English is just 3 languages wearing a trenchcoat pretending to be one tall language

@GloGurL

My trainer suggested I get a tennis ball to message my back. I got it, but it just sits there. How do you make it go?

@T_Bonezzz_

Son: Dad, I’m gay. Do you still love me?
Me: Ask your mother

@bourgeoisalien

Saw 8 vasectomy billboards on my 4 hour road trip through Florida yesterday. It’s like Florida knows what has to be done to Florida.

@sad_jake

Me: OK bedtime
Mind: Hey let’s think about stuff
Me: No, sleep
Mind: OK here are some horrible memories you want to forget
Me: FUUUUUUUCK

@chancetherapper

Just accidentally swallowed some Listerine. Expecting a minty fresh poop in the near future.

@VikingBut

Sometimes, you have to ask yourself: is my potato cheating on me?

@Sleinso

Wife: I told you not to go near that raccoon.
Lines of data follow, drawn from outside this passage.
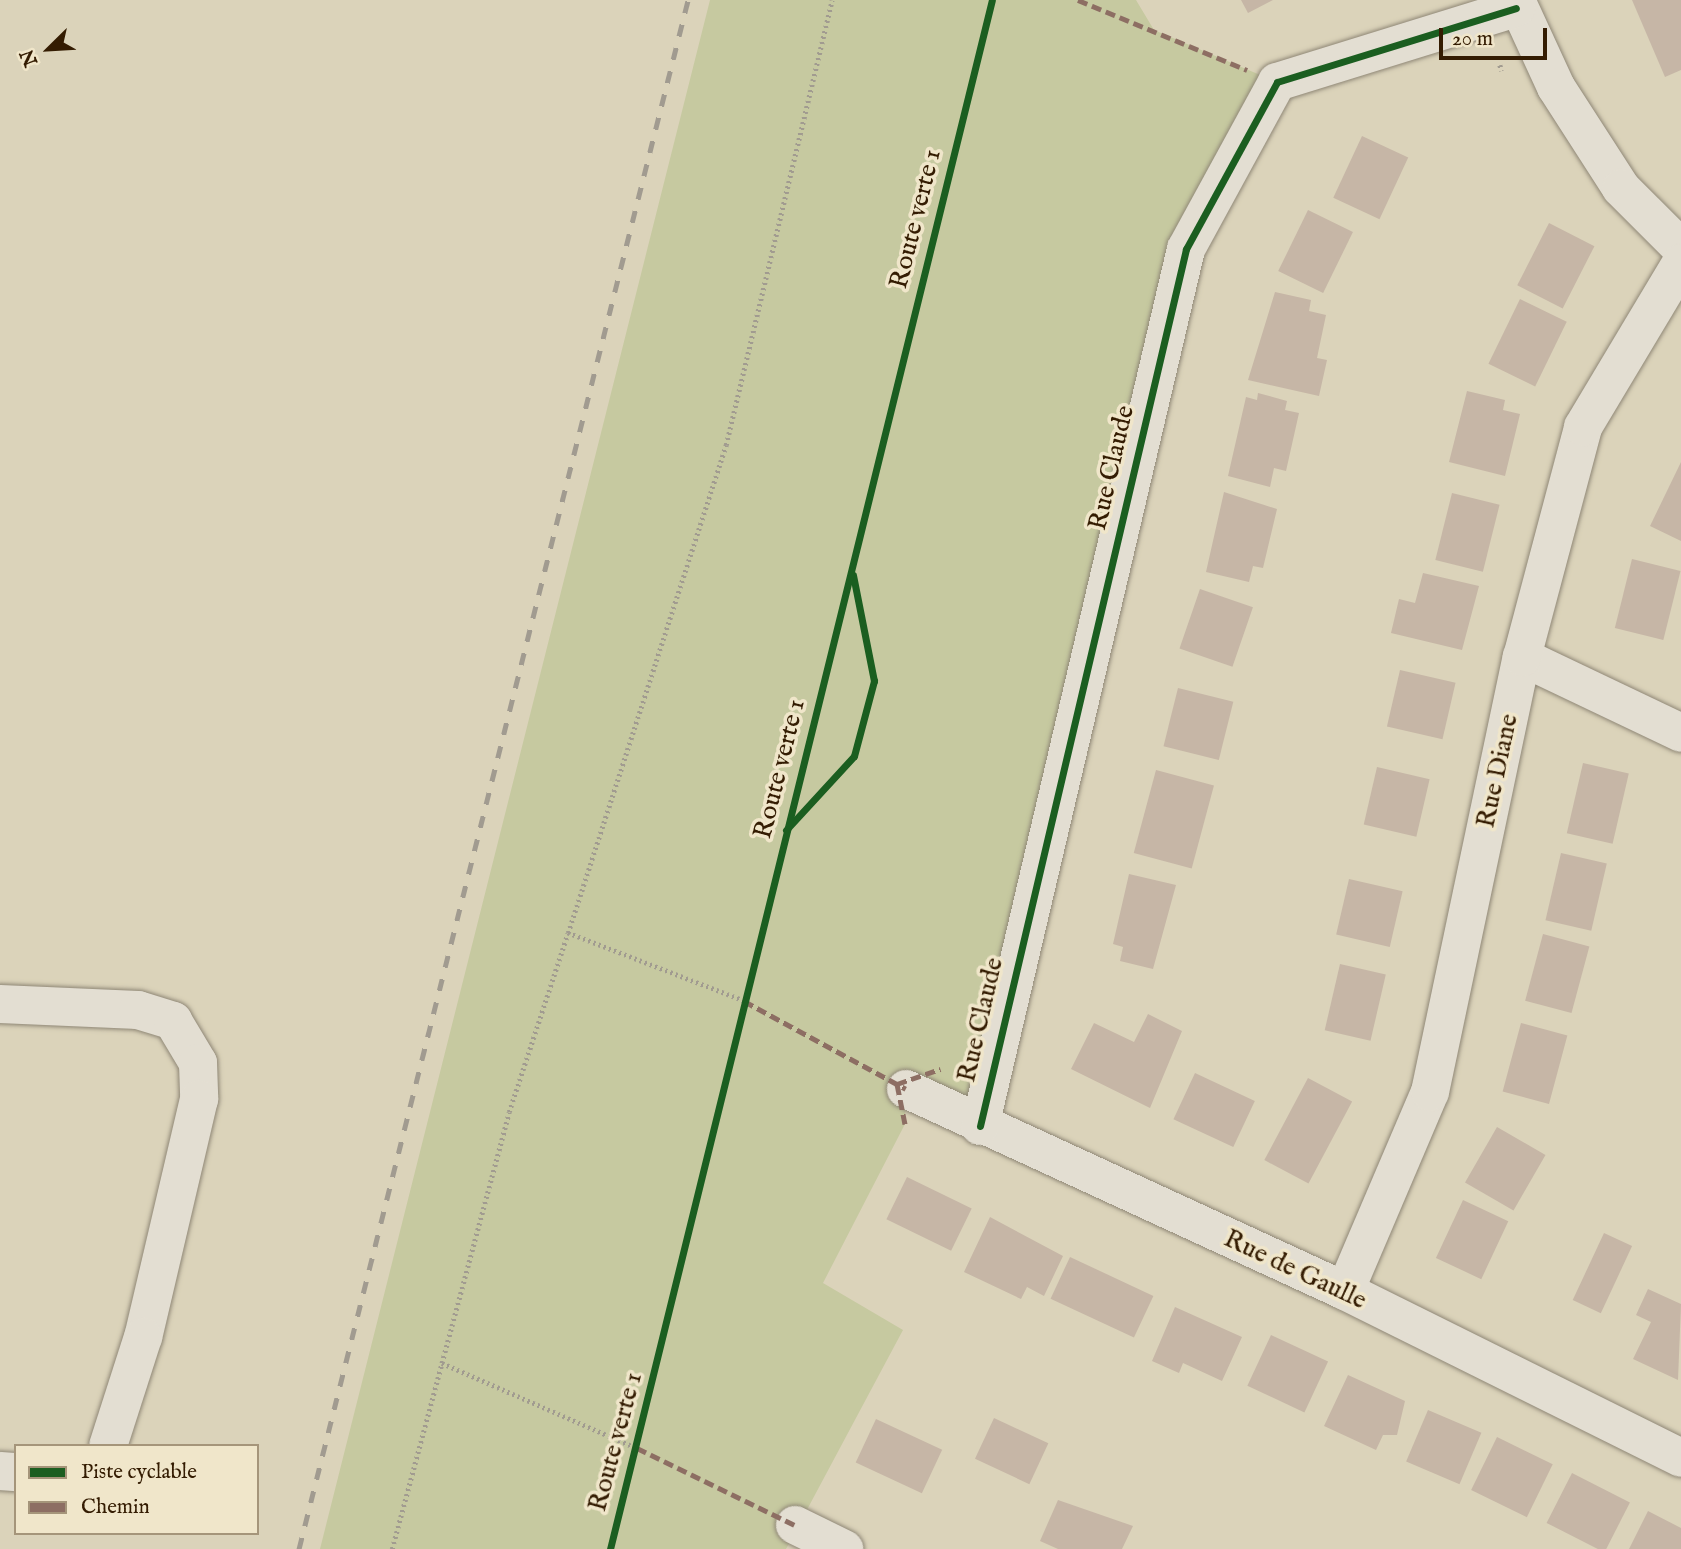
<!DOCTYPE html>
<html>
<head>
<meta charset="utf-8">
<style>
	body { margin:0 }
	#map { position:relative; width:1681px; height:1549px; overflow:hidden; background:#dbd3ba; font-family:"IM FELL English",serif }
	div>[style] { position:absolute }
	.green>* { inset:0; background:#c6c9a0 }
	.building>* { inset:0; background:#c6b6a6; transform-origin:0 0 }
	.path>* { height:4.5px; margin-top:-2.25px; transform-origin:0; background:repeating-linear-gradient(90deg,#a19b90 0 2px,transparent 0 5.5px) }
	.roads { filter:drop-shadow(0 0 2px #8f8776) drop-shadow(0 0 2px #8f8776) }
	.minor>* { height:38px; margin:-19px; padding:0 19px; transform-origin:19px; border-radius:19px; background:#e3ded2 }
	.rail>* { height:5px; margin-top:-2.5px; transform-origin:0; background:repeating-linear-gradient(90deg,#a19b90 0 12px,transparent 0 24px) }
	.quiet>* { height:5px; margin-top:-2.5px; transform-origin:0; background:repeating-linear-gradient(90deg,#8d6e63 0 10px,transparent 0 15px) }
	.cycleway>* { height:7px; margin:-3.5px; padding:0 3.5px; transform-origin:3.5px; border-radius:3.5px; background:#1b5e20 }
	span { translate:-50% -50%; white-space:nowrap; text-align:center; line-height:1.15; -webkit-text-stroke:7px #f0e6ca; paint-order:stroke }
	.street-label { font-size:26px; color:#341c02 }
	.legend { position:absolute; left:14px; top:1444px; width:245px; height:91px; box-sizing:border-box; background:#f0e6ca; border:2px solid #a5957a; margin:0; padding:9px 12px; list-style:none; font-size:21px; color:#341c02 }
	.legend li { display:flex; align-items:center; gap:14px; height:35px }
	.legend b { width:35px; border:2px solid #a5957a }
	.north { position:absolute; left:14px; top:14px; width:70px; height:70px; -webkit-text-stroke:5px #f0e6ca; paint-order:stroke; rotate:246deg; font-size:19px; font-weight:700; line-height:28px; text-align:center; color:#341c02 }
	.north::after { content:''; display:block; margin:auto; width:24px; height:32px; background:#341c02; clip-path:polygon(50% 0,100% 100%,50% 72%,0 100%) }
	.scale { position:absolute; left:1439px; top:28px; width:108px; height:32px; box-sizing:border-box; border:4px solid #341c02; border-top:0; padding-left:9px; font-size:21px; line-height:24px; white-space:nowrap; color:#341c02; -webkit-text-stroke:5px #f0e6ca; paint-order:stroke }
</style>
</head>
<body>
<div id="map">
	<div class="green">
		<i style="clip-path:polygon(710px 0,1136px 0,1154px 30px,1277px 82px,1186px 249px,980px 1126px,906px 1090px,905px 1124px,823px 1283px,903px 1330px,786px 1549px,320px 1549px)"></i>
	</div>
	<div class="building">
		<i style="clip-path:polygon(1241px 0,1273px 0,1248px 13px)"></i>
		<i style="clip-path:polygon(1632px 0,1681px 0,1681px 70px,1665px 77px)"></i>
		<i style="left:1362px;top:136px;width:51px;height:68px;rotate:25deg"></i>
		<i style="left:1308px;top:210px;width:50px;height:68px;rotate:26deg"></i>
		<i style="left:1549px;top:223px;width:51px;height:70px;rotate:27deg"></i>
		<i style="clip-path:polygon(1275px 292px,1311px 300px,1309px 311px,1326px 315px,1317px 358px,1327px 360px,1319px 396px,1248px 380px)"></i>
		<i style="left:1520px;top:299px;width:52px;height:72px;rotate:26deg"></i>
		<i style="clip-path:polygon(1467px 391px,1505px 400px,1503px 410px,1520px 414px,1505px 476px,1449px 462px)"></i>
		<i style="clip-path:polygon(1258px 393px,1287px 401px,1285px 410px,1299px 413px,1286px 471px,1274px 468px,1270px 487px,1228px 476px,1246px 397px,1257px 400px)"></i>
		<i style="clip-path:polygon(1681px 462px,1681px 541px,1650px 526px)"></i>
		<i style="clip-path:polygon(1224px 492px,1277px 509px,1263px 568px,1253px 566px,1249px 582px,1206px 572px)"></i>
		<i style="left:1452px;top:493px;width:49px;height:69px;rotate:14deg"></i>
		<i style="left:1632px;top:559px;width:50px;height:71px;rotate:14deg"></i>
		<i style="clip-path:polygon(1423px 573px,1479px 586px,1462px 650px,1391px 633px,1399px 599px,1415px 603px)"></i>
		<i style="left:1200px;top:589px;width:56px;height:63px;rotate:19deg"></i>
		<i style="left:1400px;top:670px;width:57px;height:58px;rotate:13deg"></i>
		<i style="left:1178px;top:688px;width:57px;height:60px;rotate:14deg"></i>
		<i style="left:1583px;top:763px;width:47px;height:72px;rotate:13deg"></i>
		<i style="left:1377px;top:767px;width:54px;height:59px;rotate:13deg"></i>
		<i style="left:1156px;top:770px;width:60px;height:86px;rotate:15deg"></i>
		<i style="left:1561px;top:853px;width:47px;height:69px;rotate:13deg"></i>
		<i style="clip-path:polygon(1129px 874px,1176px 885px,1153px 969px,1120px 961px,1123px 947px,1113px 944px)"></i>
		<i style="left:1349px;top:879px;width:55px;height:57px;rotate:13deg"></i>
		<i style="left:1543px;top:934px;width:48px;height:69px;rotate:15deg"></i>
		<i style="left:1340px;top:964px;width:47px;height:68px;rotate:13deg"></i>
		<i style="clip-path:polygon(1148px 1014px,1182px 1031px,1150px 1108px,1071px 1069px,1094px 1023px,1134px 1042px)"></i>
		<i style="left:1521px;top:1023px;width:48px;height:71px;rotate:15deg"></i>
		<i style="left:1195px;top:1073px;width:66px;height:51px;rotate:25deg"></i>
		<i style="left:1308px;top:1078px;width:50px;height:93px;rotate:28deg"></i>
		<i style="left:1497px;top:1127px;width:56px;height:64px;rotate:30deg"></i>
		<i style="left:907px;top:1177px;width:72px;height:47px;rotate:26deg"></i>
		<i style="left:1463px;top:1200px;width:50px;height:64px;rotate:25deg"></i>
		<i style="clip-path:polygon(990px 1217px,1063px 1256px,1044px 1296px,1027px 1287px,1021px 1299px,964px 1272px)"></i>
		<i style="left:1604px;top:1233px;width:31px;height:74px;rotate:25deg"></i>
		<i style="left:1070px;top:1257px;width:92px;height:46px;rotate:25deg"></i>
		<i style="clip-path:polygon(1648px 1289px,1681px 1304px,1678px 1380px,1633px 1359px,1651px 1322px,1636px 1315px)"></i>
		<i style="clip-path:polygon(1175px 1307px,1242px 1337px,1222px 1381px,1183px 1363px,1179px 1373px,1152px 1361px)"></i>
		<i style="left:1271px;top:1335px;width:63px;height:56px;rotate:25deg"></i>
		<i style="clip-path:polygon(1348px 1375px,1405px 1401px,1397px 1435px,1383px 1435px,1376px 1450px,1324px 1426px)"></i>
		<i style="left:1428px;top:1410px;width:58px;height:56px;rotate:23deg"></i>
		<i style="left:994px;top:1418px;width:60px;height:45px;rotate:25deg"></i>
		<i style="left:876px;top:1419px;width:73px;height:48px;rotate:25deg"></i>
		<i style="left:1497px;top:1437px;width:62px;height:59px;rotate:26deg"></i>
		<i style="left:1572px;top:1473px;width:65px;height:56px;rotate:27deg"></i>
		<i style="clip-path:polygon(1058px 1500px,1133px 1526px,1122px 1549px,1058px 1549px,1040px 1541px)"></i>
		<i style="clip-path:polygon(1648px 1511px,1681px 1528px,1681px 1549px,1629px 1549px)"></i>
	</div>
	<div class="path">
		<i style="left:1500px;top:65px;width:6px;rotate:72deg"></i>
		<i style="left:744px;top:1001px;width:189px;rotate:-158.9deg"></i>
		<i style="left:568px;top:933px;width:513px;rotate:-72.06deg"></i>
		<i style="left:726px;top:445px;width:457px;rotate:-76.6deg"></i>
		<i style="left:442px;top:1363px;width:213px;rotate:23.6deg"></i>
		<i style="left:392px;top:1549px;width:452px;rotate:-75deg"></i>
		<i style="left:509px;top:1112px;width:188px;rotate:-71.8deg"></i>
	</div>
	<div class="roads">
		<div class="minor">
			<i style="left:1516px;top:0;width:96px;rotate:65.3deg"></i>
			<i style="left:1556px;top:87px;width:120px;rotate:57.2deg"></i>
			<i style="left:1621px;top:188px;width:85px;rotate:45deg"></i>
			<i style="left:1522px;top:657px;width:176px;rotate:25.5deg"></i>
			<i style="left:0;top:1004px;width:138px;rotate:2.5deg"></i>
			<i style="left:138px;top:1010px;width:37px;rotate:17deg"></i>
			<i style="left:173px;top:1021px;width:49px;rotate:59.2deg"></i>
			<i style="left:198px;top:1063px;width:36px;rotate:88deg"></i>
			<i style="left:199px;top:1099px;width:244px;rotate:103.2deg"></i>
			<i style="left:143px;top:1337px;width:114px;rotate:107.8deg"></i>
			<i style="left:906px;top:1089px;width:483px;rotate:24.7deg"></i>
			<i style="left:1345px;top:1291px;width:375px;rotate:26.4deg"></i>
			<i style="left:980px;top:1126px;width:901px;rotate:-76.78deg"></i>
			<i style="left:1186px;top:249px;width:190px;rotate:-61.4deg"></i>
			<i style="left:1277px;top:82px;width:250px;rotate:-17.2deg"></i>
			<i style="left:1345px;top:1291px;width:216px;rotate:-66.9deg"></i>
			<i style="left:1430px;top:1092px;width:445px;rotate:-78.1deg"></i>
			<i style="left:1522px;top:657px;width:238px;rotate:-75.1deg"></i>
			<i style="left:1583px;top:427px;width:191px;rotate:-59.1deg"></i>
			<i style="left:0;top:1471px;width:16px;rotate:4deg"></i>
			<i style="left:795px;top:1525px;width:55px;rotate:26.1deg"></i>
		</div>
	</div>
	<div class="rail">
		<i style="left:299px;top:1549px;width:1597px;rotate:-75.9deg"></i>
	</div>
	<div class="quiet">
		<i style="left:1078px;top:0;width:183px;rotate:22.5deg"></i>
		<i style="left:744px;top:1001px;width:184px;rotate:28.5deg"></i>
		<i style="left:905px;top:1124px;width:41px;rotate:-101.3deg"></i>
		<i style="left:897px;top:1084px;width:46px;rotate:-19.2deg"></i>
		<i style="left:637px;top:1448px;width:176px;rotate:26deg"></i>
	</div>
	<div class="cycleway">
		<i style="left:786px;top:830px;width:100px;rotate:-47.4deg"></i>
		<i style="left:854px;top:756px;width:78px;rotate:-75.1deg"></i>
		<i style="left:874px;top:681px;width:108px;rotate:-101.2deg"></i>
		<i style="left:980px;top:1126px;width:901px;rotate:-76.78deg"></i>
		<i style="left:1186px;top:249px;width:190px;rotate:-61.4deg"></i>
		<i style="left:1277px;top:82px;width:250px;rotate:-17.2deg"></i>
		<i style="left:610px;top:1549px;width:1595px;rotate:-76.15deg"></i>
	</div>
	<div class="street-label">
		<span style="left:916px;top:219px;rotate:-76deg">Route verte 1</span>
		<span style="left:1112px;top:468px;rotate:-77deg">Rue Claude</span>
		<span style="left:780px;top:769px;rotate:-76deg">Route verte 1</span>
		<span style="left:1498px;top:771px;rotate:-78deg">Rue Diane</span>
		<span style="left:981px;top:1020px;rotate:-77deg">Rue Claude</span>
		<span style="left:1295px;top:1270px;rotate:25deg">Rue de Gaulle</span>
		<span style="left:616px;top:1442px;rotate:-75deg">Route verte 1</span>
	</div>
	<ul class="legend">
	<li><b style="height:9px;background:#1b5e20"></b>Piste cyclable</li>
	<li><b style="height:9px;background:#8d6e63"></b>Chemin</li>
	</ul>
	<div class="north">N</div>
	<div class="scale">20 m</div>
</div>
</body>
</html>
Me: *bleeding excessively* Tim and I just signed a blood pact of friendship.

@CynicalTherapi1

My tiny son awoke with this thought, “Mommy, my dream was glitching. Why my dream was glitching?”

*scrolls Netflix for The Matrix

It’s time.

@3sunzzz

No Fitbit, I didn’t walk 18,937 steps today, I had a Sign Language final.